**The records:**
*** Block opens ***

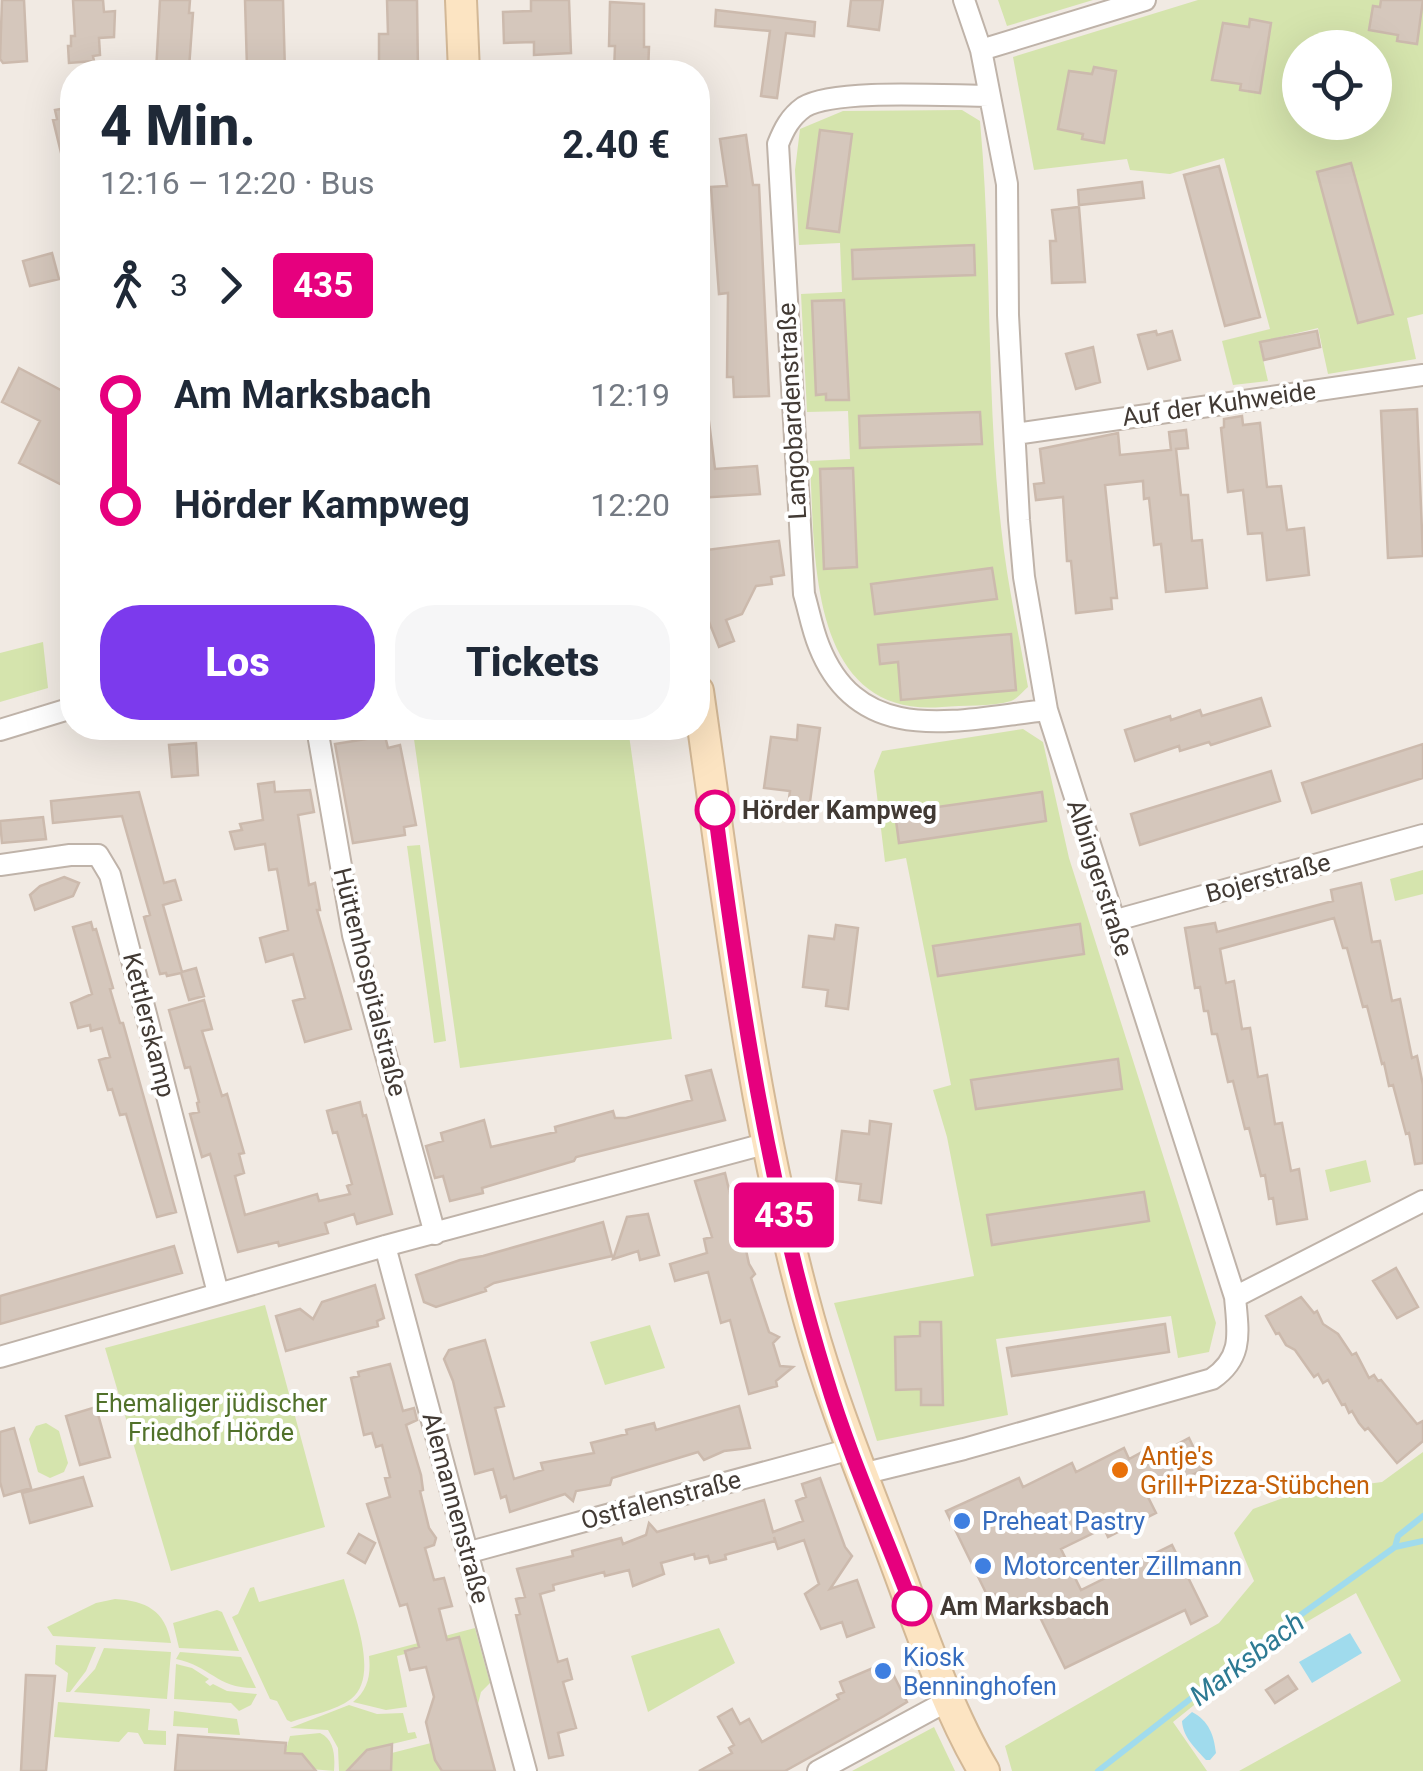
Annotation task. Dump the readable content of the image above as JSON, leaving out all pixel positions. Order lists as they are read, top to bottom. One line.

*** Block closes ***
*** Block opens ***

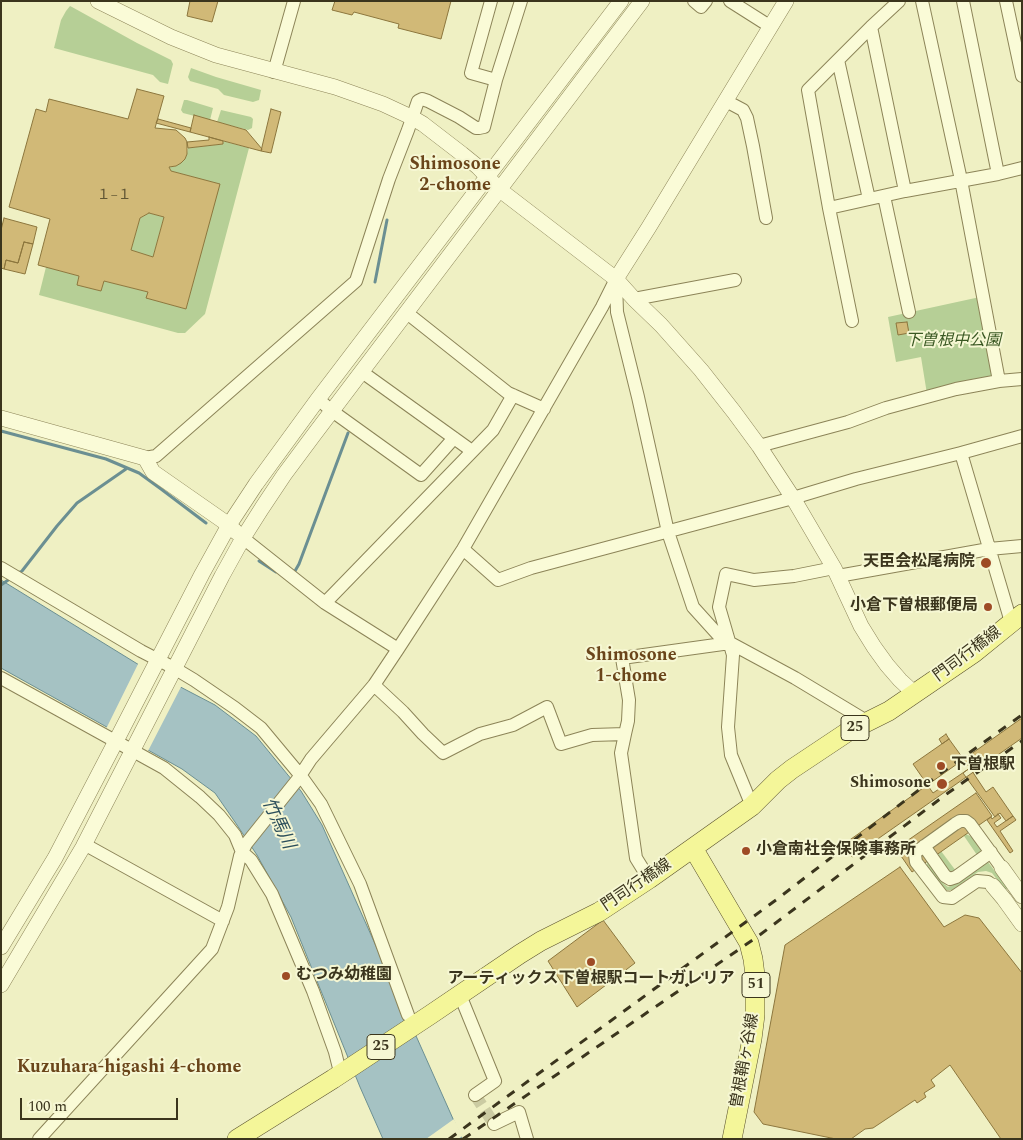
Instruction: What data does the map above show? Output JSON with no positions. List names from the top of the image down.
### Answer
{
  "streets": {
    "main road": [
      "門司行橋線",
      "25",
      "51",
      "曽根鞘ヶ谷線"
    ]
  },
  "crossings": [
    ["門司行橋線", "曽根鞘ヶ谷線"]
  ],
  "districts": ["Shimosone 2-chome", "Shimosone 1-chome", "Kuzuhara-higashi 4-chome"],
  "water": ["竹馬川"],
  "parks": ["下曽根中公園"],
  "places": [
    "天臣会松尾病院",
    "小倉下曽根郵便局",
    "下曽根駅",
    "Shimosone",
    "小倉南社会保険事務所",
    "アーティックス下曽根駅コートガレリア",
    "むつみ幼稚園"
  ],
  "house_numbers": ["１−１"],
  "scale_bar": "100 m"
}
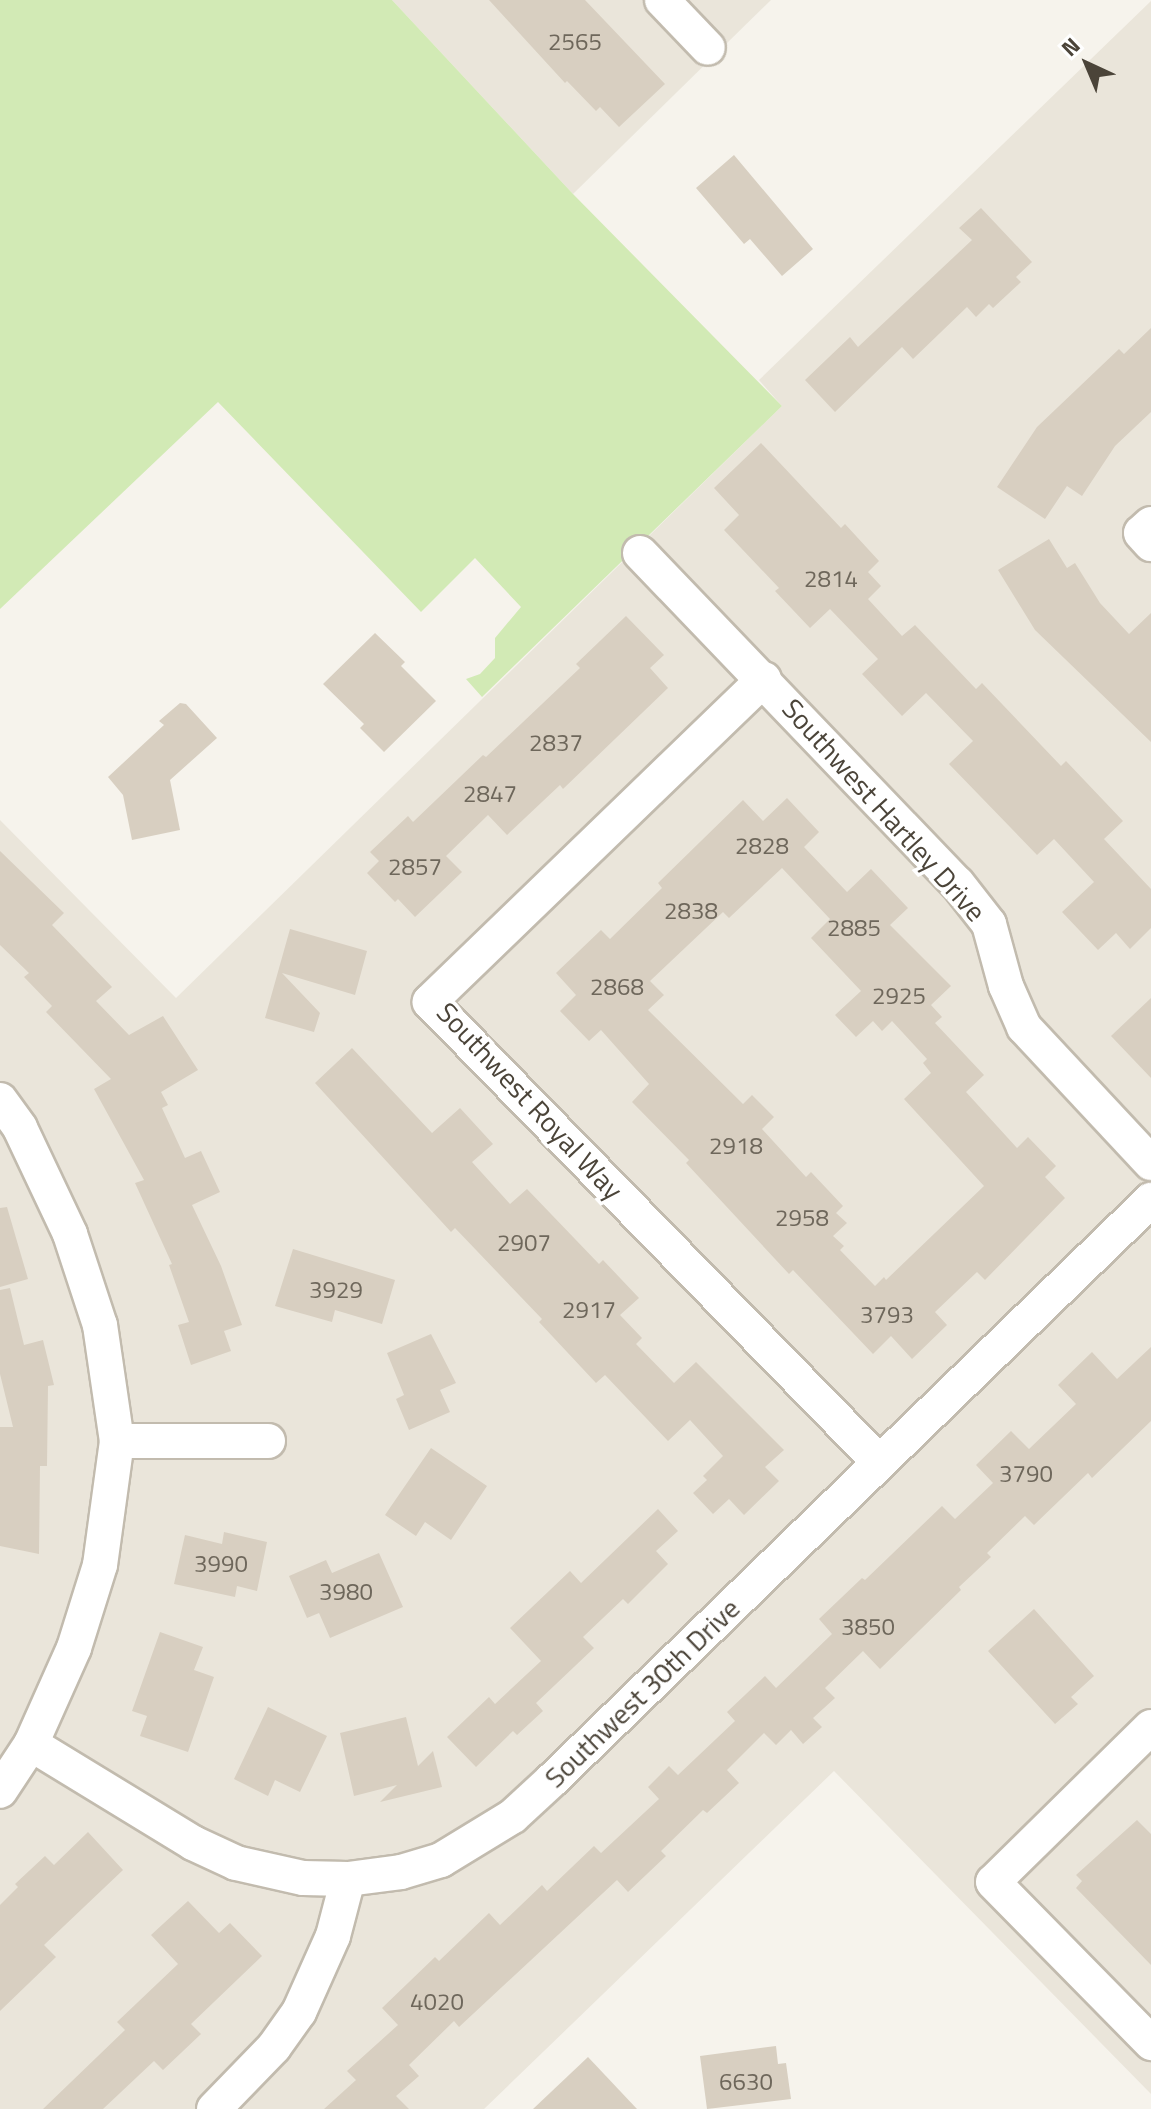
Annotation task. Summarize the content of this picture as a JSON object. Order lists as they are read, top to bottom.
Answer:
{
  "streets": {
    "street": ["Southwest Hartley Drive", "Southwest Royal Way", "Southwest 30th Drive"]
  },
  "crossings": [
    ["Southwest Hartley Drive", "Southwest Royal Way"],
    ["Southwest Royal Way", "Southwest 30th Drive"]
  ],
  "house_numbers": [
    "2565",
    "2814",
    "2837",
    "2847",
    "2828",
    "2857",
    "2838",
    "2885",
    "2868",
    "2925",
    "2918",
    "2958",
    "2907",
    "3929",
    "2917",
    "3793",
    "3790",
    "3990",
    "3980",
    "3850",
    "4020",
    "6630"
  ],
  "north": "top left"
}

*** Block closes ***

**Your assignment:**
What lines above contain "Order"? Copy them out.

**Result of this task:**
Annotation task. Dump the readable content of the image above as JSON, leaving out all pixel positions. Order lists as they are read, top to bottom. One line.
Annotation task. Summarize the content of this picture as a JSON object. Order lists as they are read, top to bottom.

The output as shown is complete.